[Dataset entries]
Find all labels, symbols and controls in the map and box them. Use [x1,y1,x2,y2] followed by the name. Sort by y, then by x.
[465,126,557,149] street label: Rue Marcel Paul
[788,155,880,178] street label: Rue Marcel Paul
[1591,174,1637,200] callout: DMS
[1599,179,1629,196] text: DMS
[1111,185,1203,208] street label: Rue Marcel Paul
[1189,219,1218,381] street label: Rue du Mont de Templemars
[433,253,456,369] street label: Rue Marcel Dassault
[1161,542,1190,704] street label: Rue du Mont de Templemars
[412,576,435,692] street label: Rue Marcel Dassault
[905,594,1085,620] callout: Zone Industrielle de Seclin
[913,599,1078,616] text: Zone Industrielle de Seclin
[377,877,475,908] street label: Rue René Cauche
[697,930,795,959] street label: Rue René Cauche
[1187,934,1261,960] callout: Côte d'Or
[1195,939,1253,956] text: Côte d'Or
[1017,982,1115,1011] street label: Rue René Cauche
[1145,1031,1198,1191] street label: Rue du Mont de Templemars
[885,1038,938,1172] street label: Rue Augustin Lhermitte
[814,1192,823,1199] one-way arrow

[EXERCISE]
Every entry must be quoted exactly as it appears above.

[SOLUTION TO THE PROBLEM]
Find all labels, symbols and controls in the map and box them. Use [x1,y1,x2,y2] followed by the name. Sort by y, then by x.
[465,126,557,149] street label: Rue Marcel Paul
[788,155,880,178] street label: Rue Marcel Paul
[1591,174,1637,200] callout: DMS
[1599,179,1629,196] text: DMS
[1111,185,1203,208] street label: Rue Marcel Paul
[1189,219,1218,381] street label: Rue du Mont de Templemars
[433,253,456,369] street label: Rue Marcel Dassault
[1161,542,1190,704] street label: Rue du Mont de Templemars
[412,576,435,692] street label: Rue Marcel Dassault
[905,594,1085,620] callout: Zone Industrielle de Seclin
[913,599,1078,616] text: Zone Industrielle de Seclin
[377,877,475,908] street label: Rue René Cauche
[697,930,795,959] street label: Rue René Cauche
[1187,934,1261,960] callout: Côte d'Or
[1195,939,1253,956] text: Côte d'Or
[1017,982,1115,1011] street label: Rue René Cauche
[1145,1031,1198,1191] street label: Rue du Mont de Templemars
[885,1038,938,1172] street label: Rue Augustin Lhermitte
[814,1192,823,1199] one-way arrow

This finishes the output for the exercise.